AMY GOODMAN: So, here you have 12 musicians, including yourself. And you were all there in your somewhat austere gray suits, but the opposite of austere as you perform. And you introduce us to everyone with a simple sentence. Can you share that sentence? About immigration?

DAVID BYRNE: Oh, yes, yes, yes. That’s that, yes. I make various points throughout the show, but I try and always make it be very, whatever, personal or immediate or not a kind of didactic point, but kind of like there it is, you see it right in front of you. And at one point, I make a point that, myself, I’m a naturalized citizen, and some of the band —

AMY GOODMAN: From Scotland.

DAVID BYRNE: Yeah. Some of the band members are from France and Brazil, etc. And so I said, “Yes, we’re all immigrants, and this show, you know, would not exist without us being able to be here.”

AMY GOODMAN: So, would you like to elaborate further, because you have more than a sentence in between performances, about the pointed reference that you’re making about immigration —

DAVID BYRNE: Oh, that’s — this one —

AMY GOODMAN: — about this, for example, show not being able to happen if it weren’t for all of you from around the globe?
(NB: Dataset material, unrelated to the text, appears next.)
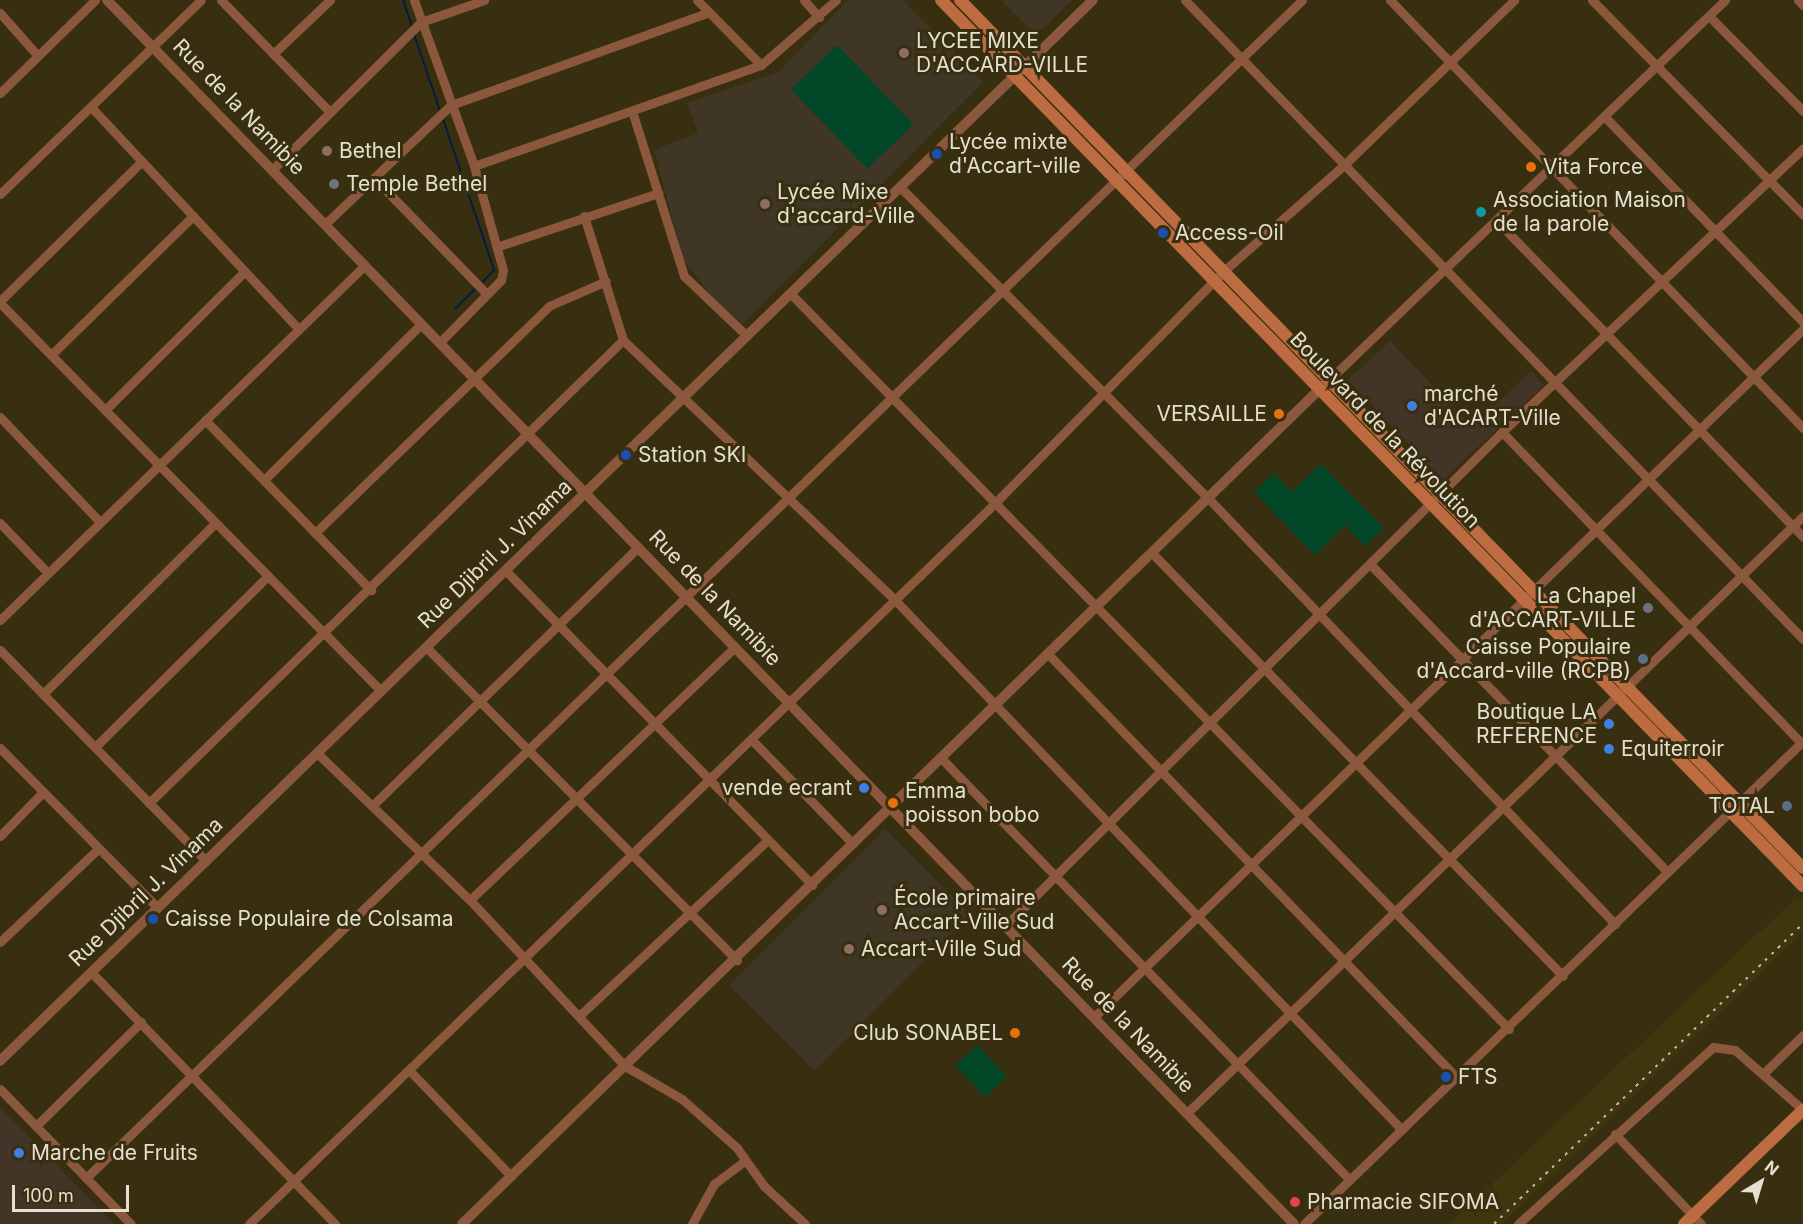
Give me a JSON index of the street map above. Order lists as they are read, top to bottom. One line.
{"streets":{"main road":["Boulevard de la Révolution"],"street":["Rue de la Namibie","Rue Djibril J. Vinama"]},"crossings":[["Rue de la Namibie","Rue Djibril J. Vinama"],["Boulevard de la Révolution","Rue Djibril J. Vinama"]],"places":["LYCEE MIXE D'ACCARD-VILLE","Bethel","Lycée mixte d'Accart-ville","Vita Force","Temple Bethel","Lycée Mixe d'accard-Ville","Association Maison de la parole","Access-Oil","marché d'ACART-Ville","VERSAILLE","Station SKI","La Chapel d'ACCART-VILLE","Caisse Populaire d'Accard-ville (RCPB)","Boutique LA REFERENCE","Equiterroir","vende ecrant","Emma poisson bobo","TOTAL","École primaire Accart-Ville Sud","Caisse Populaire de Colsama","Accart-Ville Sud","Club SONABEL","FTS","Marche de Fruits","Pharmacie SIFOMA"],"scale_bar":"100 m","north":"top right"}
DAVID BYRNE: Exactly. So, the audience — the good thing about putting that in the context of the show is the audience gets it immediately. They’ve just — they’ve been dancing and enjoying this music, and then you realize — then you can say to them, “This thing that you’ve just enjoyed, it wouldn’t be here unless these people were allowed into our country.” That includes me. And so, it’s a very — it’s kind of a very visceral way of making the point, rather than kind of a dogmatic policy way. It’s like, “You just enjoyed something that wouldn’t have happened if we weren’t here.”
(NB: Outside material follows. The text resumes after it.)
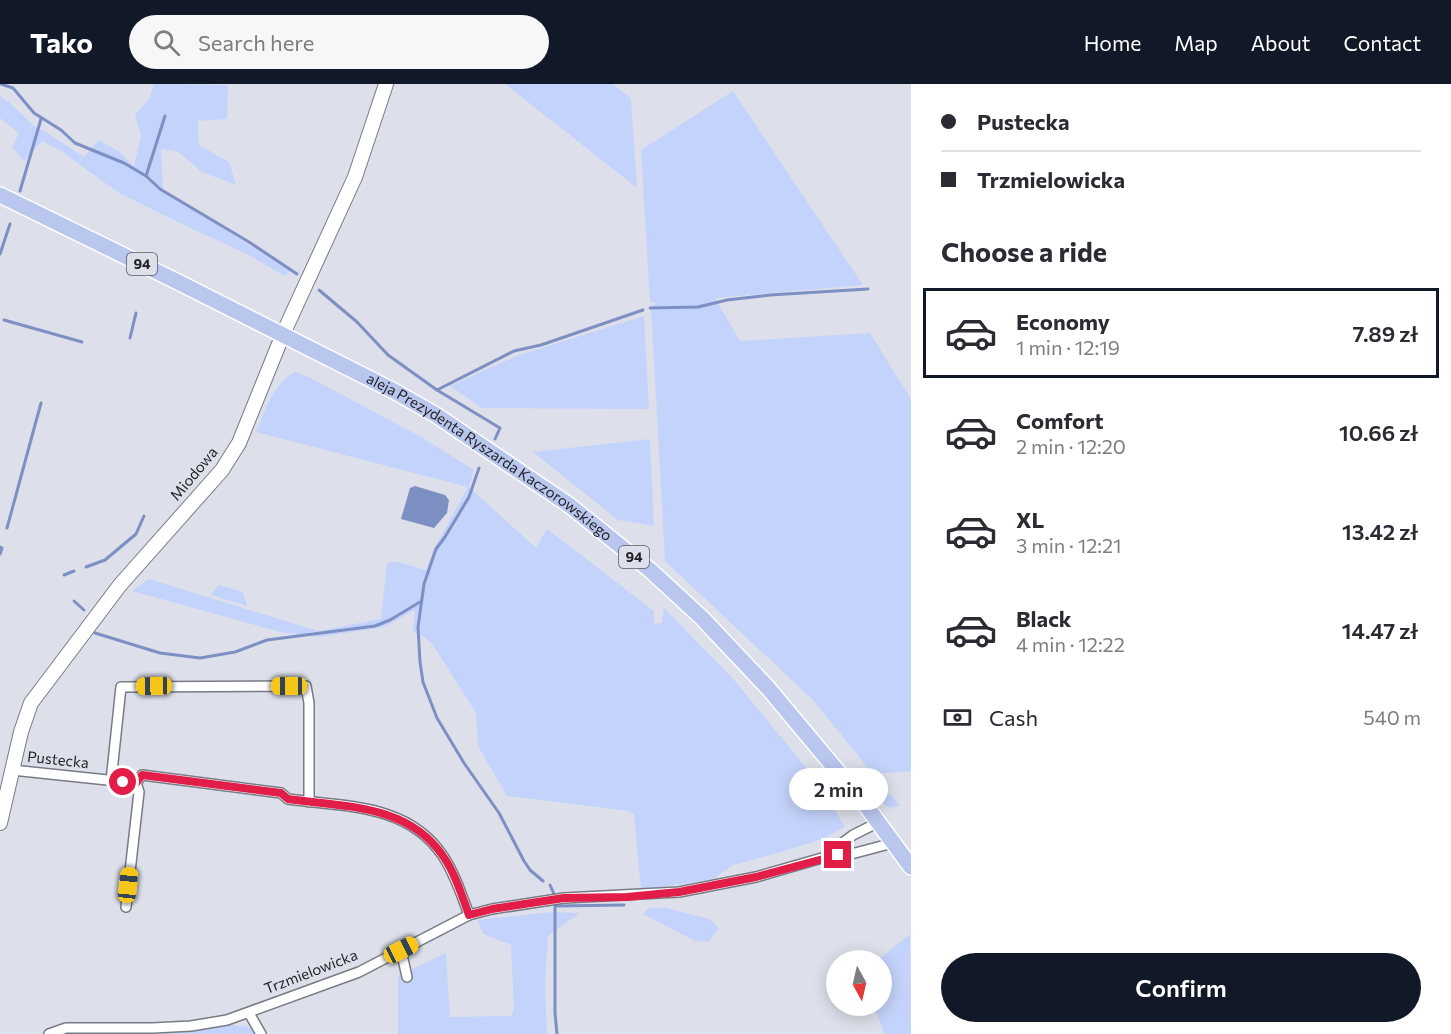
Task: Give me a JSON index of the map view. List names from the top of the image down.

AMY GOODMAN: In 2018, you said it in a slightly different way. Last year, you said — you created an online playlist titled “Beautiful [bleep] holes,” in response to Trump’s comments.

DAVID BYRNE: Yes. People did write me from various places and say, “Thank you for this.” Yeah, I thought, “Well, let the music speak. Let the music speak for people from these countries. And let’s have a listen to the music that they’re making, which is incredible.”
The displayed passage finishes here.